Os jornais ironizavam a nova política, afirmando que “não iria dar
certo; atrairia o ódio racion norte-americano; dividiria o país entre
pretos e brancos”; “formaria profissionais que não seriam aceitos no
mercado”. Colunistas como Demétrio Magnoli e editores como Ali Kamel
eram chamados para constantes pronunciamentos a respeito.
A
provável vitória de hoje é mais um sinal de que o país vive mudanças
culturais importantes e rápidas, impulsionadas também por uma atitude
altiva das periferias. Para pressionar o STF a enterrar as políticas
antidiscriminatórias, caravanas de alunos quotistas de vários estados
estão desde ontem em Brasília. Um ato ecumênico diante do tribunal será
animado pela Banda Afro-Reggae (na foto). O cineasta Spike Lee (diretor
deMalcolmX e Faça a Coisa Certa) anunciou que estará presente e registrará o julgamento. Ele prepara novo filme, intitulado Go, Brazil, go, em
que destaca a importância internacional do país para novos padrões de
igualdade e diálogo inter-étnico. Tais mobilizações continuam a ser
ignoradas pela mídia tradicional, num sinal de que parte das elites
deixou a histeria, mas ainda não se sente à vontade num país menos
desigual.
Os 10 mitos sobre as cotas
1-
as cotas ferem o princípio da igualdade, tal como definido no artigo 5º
da Constituição, pelo qual “todos são iguais perante a lei sem
distinção de qualquer natureza”. São, portanto, inconstitucionais.
Na
visão, entre outros juristas, dos ministros do STF, Marco Aurélio de
Mello, Antonio Bandeira de Mello e Joaquim Barbosa Gomes, o princípio
constitucional da igualdade, contido no art. 5º, refere-se a igualdade
formal de todos os cidadãos perante a lei. A igualdade de fato é tão
somente um alvo a ser atingido, devendo ser promovida, garantindo a
igualdade de oportunidades como manda o art. 3º da mesma Constituição
Federal. As políticas públicas de afirmação de direitos são, portanto,
constitucionais e absolutamente necessárias.

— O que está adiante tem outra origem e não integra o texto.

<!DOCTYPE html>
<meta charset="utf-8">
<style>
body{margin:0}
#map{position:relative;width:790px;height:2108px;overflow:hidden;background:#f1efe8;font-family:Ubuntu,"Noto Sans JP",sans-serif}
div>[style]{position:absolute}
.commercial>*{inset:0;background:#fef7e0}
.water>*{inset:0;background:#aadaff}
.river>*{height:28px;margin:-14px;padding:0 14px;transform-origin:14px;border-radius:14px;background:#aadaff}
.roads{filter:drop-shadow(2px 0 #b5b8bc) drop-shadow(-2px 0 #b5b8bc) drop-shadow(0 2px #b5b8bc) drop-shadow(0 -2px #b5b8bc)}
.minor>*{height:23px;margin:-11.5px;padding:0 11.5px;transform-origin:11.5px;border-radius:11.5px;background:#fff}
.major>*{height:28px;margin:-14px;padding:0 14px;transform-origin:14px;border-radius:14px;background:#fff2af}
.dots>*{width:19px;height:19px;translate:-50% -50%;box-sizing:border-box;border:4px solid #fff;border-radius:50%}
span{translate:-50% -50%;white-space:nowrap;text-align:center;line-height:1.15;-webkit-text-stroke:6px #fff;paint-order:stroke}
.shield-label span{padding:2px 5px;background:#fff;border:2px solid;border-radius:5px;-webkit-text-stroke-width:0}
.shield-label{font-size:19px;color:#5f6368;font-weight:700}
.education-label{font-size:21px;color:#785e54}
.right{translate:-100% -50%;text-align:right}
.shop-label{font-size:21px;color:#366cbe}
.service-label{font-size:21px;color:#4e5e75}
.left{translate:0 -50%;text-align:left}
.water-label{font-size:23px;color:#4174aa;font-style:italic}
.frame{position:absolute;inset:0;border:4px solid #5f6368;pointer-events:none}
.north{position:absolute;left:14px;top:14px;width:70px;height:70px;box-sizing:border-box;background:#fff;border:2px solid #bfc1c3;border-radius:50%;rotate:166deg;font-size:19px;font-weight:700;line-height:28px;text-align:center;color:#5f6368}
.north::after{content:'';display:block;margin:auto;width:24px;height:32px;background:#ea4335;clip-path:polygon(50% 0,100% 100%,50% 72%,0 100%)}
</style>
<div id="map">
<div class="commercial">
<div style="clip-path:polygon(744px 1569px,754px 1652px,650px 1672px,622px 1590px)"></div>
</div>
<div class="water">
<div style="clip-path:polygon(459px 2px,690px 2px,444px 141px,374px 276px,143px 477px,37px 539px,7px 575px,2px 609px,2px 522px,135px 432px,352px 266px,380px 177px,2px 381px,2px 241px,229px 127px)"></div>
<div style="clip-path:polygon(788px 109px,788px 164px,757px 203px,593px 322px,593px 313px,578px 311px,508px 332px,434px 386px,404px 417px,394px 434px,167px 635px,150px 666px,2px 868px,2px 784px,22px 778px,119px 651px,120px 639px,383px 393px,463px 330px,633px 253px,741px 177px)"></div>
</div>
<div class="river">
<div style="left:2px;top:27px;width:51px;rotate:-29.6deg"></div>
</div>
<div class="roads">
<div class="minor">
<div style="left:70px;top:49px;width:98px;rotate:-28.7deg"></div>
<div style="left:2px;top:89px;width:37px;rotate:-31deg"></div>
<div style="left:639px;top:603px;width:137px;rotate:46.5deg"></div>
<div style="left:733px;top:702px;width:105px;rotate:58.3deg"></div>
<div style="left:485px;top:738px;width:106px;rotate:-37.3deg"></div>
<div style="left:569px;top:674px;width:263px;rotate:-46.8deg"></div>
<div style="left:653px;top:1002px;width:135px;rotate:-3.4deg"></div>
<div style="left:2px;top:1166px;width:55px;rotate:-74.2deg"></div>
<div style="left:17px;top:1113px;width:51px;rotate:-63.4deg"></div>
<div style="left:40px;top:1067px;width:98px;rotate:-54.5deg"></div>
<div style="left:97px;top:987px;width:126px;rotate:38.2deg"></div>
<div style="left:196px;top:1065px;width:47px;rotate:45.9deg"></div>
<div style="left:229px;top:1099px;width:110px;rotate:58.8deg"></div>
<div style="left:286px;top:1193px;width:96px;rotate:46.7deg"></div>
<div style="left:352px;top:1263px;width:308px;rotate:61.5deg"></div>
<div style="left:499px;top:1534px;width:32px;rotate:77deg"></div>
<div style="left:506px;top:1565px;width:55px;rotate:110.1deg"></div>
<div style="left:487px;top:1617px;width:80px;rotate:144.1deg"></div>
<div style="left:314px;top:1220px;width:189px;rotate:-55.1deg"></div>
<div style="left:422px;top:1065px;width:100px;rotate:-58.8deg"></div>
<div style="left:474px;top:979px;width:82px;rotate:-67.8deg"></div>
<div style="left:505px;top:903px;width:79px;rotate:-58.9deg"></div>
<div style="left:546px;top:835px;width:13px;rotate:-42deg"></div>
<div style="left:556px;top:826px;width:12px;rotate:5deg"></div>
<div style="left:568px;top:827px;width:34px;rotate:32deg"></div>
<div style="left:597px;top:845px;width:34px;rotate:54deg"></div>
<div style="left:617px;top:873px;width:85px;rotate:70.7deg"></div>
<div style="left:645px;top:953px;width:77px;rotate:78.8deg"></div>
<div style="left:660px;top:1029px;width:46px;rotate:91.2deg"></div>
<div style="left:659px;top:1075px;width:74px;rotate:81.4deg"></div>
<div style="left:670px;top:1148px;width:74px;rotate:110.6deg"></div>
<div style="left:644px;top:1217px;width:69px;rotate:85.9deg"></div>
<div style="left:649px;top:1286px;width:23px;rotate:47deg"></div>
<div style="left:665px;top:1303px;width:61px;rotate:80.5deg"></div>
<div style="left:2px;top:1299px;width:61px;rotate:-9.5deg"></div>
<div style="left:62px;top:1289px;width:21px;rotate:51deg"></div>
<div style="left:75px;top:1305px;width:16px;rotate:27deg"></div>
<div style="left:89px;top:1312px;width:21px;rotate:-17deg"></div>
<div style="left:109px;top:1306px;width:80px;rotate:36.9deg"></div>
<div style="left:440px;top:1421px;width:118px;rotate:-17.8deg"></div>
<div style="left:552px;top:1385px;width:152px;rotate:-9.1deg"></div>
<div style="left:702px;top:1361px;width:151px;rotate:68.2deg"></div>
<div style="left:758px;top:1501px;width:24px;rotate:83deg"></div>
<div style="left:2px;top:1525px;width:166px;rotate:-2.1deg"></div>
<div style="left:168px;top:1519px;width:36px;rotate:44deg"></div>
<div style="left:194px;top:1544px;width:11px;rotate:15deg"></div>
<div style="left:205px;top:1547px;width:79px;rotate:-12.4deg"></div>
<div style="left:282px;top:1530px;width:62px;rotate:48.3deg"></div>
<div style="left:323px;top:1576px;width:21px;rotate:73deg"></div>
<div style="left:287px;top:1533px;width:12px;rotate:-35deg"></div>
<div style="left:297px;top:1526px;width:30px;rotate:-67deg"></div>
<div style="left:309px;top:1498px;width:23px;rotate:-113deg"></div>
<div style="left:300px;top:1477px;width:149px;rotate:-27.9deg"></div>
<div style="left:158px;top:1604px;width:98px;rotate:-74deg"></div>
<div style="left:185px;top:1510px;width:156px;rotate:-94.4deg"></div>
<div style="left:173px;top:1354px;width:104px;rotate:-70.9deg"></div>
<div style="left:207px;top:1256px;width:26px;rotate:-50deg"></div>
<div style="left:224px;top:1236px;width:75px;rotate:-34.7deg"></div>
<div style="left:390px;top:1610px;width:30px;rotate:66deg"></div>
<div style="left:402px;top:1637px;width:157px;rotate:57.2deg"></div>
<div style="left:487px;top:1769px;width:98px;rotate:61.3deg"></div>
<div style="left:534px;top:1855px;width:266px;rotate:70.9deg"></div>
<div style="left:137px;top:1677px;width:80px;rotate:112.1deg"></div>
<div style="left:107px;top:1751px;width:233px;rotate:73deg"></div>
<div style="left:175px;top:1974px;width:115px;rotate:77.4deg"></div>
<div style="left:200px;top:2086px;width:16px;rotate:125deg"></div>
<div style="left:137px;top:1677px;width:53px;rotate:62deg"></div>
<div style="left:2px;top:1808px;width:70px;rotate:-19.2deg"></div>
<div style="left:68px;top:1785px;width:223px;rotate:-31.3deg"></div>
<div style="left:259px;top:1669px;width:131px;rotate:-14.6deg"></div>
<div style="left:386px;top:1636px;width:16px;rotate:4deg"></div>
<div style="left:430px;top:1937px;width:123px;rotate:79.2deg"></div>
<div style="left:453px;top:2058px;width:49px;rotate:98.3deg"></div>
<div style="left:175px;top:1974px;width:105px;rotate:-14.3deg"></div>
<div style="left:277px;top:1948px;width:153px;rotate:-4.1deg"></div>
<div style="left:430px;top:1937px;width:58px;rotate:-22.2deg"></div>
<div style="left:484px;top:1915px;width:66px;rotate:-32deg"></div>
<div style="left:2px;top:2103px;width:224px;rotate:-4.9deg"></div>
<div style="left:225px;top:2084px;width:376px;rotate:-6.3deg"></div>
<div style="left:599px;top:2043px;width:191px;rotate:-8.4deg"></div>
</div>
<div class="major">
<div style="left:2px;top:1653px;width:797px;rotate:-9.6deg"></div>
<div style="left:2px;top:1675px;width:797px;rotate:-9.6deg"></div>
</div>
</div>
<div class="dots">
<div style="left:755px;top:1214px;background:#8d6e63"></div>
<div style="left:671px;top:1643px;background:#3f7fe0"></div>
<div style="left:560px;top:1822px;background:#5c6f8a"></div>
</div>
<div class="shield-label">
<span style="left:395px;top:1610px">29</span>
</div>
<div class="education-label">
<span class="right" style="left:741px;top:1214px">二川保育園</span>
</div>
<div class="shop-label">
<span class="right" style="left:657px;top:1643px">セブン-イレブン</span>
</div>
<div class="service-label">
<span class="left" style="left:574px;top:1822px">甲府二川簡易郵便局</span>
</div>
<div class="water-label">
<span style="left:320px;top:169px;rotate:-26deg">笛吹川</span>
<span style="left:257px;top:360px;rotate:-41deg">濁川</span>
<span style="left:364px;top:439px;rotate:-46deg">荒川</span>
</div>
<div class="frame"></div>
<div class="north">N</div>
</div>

2- as cotas subvertem o princípio do mérito acadêmico, único requisito que deve ser contemplado para o acesso à universidade.
Vivemos
numa das sociedades mais injustas do planeta, onde o “mérito acadêmico”
é apresentado como o resultado de avaliações objetivas e não
contaminadas pela profunda desigualdade social existente. O vestibular
está longe de ser uma prova equânime que classifica os alunos segundo
sua inteligência. As oportunidades sociais ampliam e multiplicam as
oportunidades educacionais.
3- as cotas constituem uma medida inócua, porque o verdadeiro problema é a péssima qualidade do ensino público no país.
É
um grande erro pensar que, no campo das políticas públicas
democráticas, os avanços se produzem por etapas seqüenciais: primeiro
melhora a educação básica e depois se democratiza a universidade. Ambos
os desafios são urgentes e precisam ser assumidos enfaticamente de forma
simultânea.
4- as cotas baixam o nível acadêmico das nossas universidades.
Diversos
estudos mostram que, nas universidades onde as cotas foram
implementadas, não houve perda da qualidade do ensino. Universidades que
adotaram cotas (como a Uneb, Unb, UFBA e UERJ) demonstraram que o
desempenho acadêmico entre cotistas e não cotistas é o mesmo, não
havendo diferenças consideráveis. Por outro lado, como também evidenciam
numerosas pesquisas, o estímulo e a motivação são fundamentais para o
bom desempenho acadêmico.
5- a sociedade brasileira é contra as cotas.
Diversas
pesquisas de opinião mostram que houve um progressivo e contundente
reconhecimento da importância das cotas na sociedade brasileira. Mais da
metade dos reitores e reitoras das universidades federais, segundo
ANDIFES, já é favorável às cotas. Pesquisas realizadas pelo Programa
Políticas da Cor, na ANPED e na ANPOCS, duas das mais importantes
associações científicas do Brasil, bem como em diversas universidades
públicas, mostram o apoio da comunidade acadêmica às cotas, inclusive
entre os professores dos cursos denominados “mais competitivos”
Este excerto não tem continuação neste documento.